Ah, the crisp winter breezes of cottage country. Until you bust open the cabin doors and breathe in the pollutants.
“Cottages are often left uninhabited for long periods, with no ventilation,” says Tristan McIntosh of the Lung Association. “And in the winter, people spend more time indoors. This means more exposure to potential indoor air quality issues.”
Dust, pet dander, and cleaning products can all mess with air quality, but the big three in cottages are wood smoke, mould, and the aftermath of animal infestation. If you’re experiencing allergy-like symptoms or flare-ups with conditions such as asthma or COPD, it might be time to overhaul your air.
1. Smoke healthy
Avoid burning an excess of anything that’s been treated with chemicals, is colourful, or is covered in print: cardboard, newspapers, magazines. (Don’t burn this magazine. That would make us cry.) Use clean, dry wood instead.
2. Stop the mould
“Any moisture sitting around can grow mould,” says McIntosh. That includes condensation that builds up during winter visits.

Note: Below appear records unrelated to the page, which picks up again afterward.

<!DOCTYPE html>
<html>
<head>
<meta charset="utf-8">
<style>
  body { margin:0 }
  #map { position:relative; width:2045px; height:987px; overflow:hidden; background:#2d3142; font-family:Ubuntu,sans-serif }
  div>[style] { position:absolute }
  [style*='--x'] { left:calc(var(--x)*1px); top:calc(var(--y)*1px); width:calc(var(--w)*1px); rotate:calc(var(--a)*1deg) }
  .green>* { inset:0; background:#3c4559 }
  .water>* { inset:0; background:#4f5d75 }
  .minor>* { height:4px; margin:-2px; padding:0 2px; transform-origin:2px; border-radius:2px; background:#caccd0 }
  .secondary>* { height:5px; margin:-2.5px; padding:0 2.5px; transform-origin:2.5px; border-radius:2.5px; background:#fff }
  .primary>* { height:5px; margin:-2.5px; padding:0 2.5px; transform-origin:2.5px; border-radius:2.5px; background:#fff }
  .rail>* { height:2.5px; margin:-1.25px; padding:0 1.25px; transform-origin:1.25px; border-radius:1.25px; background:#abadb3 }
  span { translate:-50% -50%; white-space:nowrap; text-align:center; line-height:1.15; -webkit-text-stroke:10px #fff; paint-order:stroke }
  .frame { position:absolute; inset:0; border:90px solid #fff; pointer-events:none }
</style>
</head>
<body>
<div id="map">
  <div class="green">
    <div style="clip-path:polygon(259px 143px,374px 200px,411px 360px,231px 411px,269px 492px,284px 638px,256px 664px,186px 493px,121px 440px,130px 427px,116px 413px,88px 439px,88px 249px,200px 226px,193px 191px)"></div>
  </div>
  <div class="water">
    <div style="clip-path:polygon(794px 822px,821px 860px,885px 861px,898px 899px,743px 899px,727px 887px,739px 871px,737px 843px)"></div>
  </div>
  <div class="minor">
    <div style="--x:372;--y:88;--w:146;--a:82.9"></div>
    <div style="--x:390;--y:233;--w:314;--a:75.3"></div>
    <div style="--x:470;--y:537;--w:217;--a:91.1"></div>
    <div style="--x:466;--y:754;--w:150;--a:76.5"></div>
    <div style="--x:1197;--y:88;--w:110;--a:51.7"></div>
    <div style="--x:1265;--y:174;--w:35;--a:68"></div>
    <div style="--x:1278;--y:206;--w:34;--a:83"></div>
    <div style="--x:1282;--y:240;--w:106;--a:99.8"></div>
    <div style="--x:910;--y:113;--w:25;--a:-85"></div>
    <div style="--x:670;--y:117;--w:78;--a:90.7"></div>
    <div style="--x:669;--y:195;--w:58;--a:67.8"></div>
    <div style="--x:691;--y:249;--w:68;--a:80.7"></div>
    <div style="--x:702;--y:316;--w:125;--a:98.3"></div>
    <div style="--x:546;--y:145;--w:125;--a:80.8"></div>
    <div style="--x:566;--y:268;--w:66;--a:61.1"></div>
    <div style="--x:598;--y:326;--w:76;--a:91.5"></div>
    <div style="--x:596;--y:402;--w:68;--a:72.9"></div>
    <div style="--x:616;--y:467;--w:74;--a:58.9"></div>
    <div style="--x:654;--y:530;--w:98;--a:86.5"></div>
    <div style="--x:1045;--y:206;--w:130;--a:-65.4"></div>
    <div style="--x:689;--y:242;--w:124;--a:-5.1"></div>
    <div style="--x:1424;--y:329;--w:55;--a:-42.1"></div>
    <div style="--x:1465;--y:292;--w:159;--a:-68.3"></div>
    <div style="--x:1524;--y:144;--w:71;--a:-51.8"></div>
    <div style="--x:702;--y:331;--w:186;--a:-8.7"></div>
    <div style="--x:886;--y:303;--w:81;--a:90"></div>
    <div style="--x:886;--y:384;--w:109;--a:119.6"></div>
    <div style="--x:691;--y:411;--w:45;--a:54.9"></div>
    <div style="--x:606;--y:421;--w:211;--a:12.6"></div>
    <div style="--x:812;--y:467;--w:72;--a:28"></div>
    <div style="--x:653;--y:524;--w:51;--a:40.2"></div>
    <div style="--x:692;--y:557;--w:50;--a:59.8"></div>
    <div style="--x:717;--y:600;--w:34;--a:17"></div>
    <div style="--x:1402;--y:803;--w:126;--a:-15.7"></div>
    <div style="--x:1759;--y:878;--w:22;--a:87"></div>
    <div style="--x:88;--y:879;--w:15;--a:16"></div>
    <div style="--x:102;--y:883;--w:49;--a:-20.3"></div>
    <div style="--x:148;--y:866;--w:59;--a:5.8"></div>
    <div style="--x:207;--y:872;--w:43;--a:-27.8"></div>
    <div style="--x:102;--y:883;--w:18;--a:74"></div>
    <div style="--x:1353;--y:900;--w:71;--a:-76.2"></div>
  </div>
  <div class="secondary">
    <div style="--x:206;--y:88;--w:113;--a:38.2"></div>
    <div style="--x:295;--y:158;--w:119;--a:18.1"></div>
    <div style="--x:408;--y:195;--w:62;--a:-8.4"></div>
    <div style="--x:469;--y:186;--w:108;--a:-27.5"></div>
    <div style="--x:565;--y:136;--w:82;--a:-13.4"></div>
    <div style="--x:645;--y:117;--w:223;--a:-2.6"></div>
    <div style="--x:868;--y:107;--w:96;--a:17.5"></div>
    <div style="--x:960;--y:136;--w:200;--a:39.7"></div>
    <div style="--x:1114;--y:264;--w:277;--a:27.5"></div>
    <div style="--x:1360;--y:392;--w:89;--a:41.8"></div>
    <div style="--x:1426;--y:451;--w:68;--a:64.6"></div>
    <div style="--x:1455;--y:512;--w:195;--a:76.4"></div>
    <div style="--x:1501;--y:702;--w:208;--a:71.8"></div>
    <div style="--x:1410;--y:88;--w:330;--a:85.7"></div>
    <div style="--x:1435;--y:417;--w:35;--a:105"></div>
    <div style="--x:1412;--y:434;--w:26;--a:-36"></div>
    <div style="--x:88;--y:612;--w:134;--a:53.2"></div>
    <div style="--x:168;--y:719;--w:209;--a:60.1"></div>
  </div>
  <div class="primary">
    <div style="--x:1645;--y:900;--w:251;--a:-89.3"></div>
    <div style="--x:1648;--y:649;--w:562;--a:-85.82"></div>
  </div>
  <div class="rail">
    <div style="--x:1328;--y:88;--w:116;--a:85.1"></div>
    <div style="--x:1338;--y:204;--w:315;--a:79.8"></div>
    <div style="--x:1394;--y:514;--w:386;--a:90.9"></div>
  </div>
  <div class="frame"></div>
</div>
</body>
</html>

If your cottage smells musty, it’s a sign of dampness even if you can’t see any water. Check under carpets, around windows, in the corners of closets, or anywhere there’s clutter. Moisture hides. Increase ventilation and decrease humidity—run exhaust fans or a dehumidifier, insert a fresh air duct—to help banish it.
3. Clean up after critters
Carefully: wear gloves and a HEPA-filter mask. Animals that quietly invade and then pile their pathogen-filled feces in one area—bats, with their mounds of guano, and raccoons, with their communal “latrines”—are especially problematic. At least with regards to air quality. “If a bear comes barrelling in…well, that’s a different threat to your health and safety,” says McIntosh.